▸ **EXERCISE BRIEF**:
Print every record below exactly, minus the pictures.

*** Begin section ***

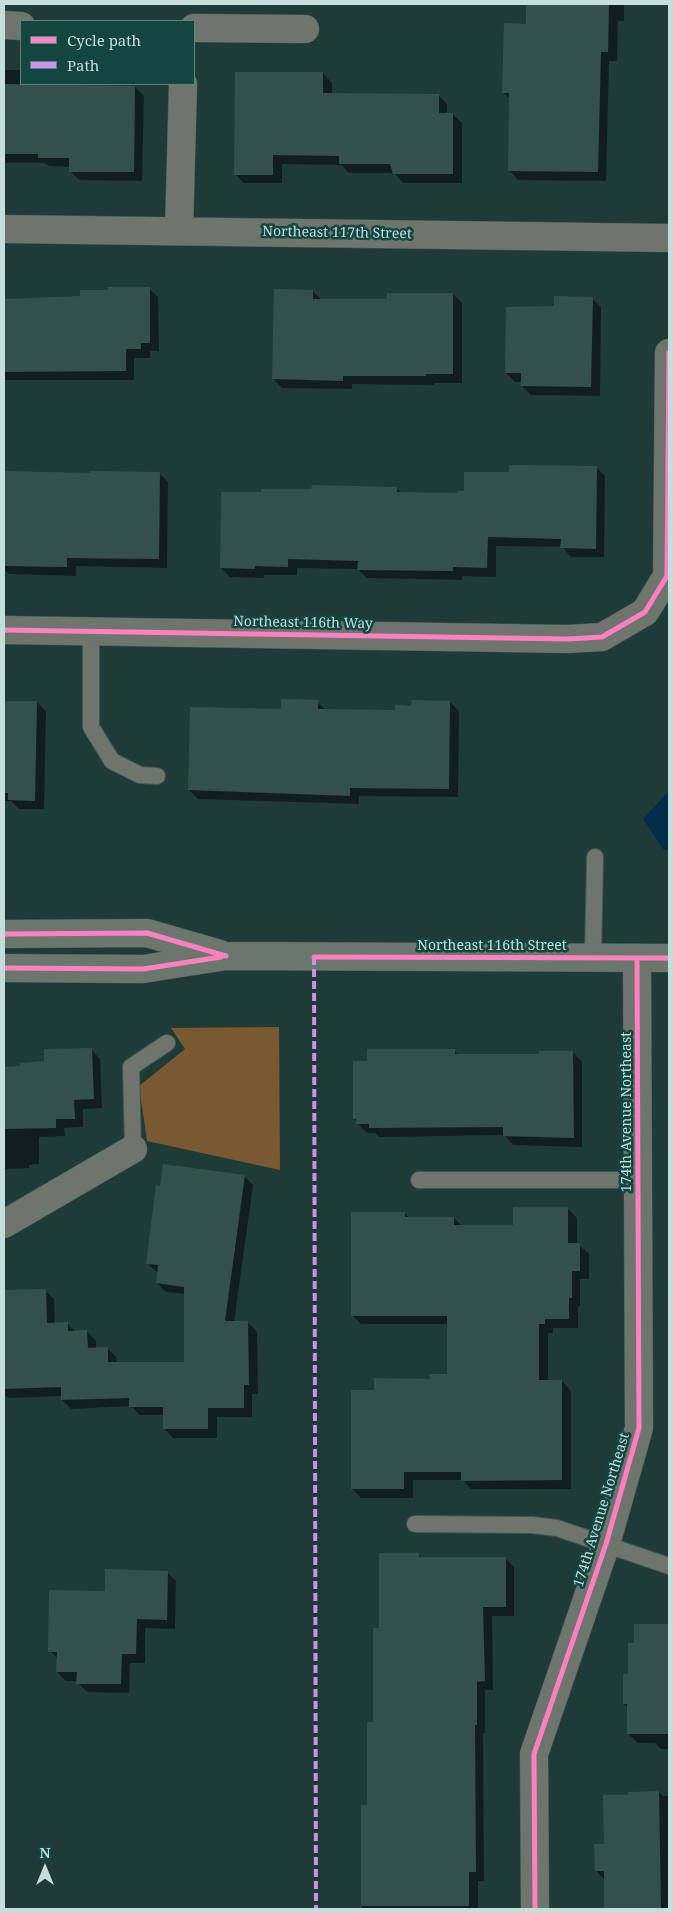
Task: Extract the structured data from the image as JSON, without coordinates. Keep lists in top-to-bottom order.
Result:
{
  "streets": {
    "street": [
      "Northeast 117th Street",
      "Northeast 116th Way",
      "Northeast 116th Street",
      "174th Avenue Northeast"
    ]
  },
  "crossings": [
    ["Northeast 116th Street", "174th Avenue Northeast"]
  ],
  "legend": ["Cycle path", "Path"],
  "north": "top"
}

*** End section ***

▸ **SOLUTION FOR THIS PROBLEM**:
Task: Extract the structured data from the image as JSON, without coordinates. Keep lists in top-to-bottom order.
Result:
{
  "streets": {
    "street": [
      "Northeast 117th Street",
      "Northeast 116th Way",
      "Northeast 116th Street",
      "174th Avenue Northeast"
    ]
  },
  "crossings": [
    ["Northeast 116th Street", "174th Avenue Northeast"]
  ],
  "legend": ["Cycle path", "Path"],
  "north": "top"
}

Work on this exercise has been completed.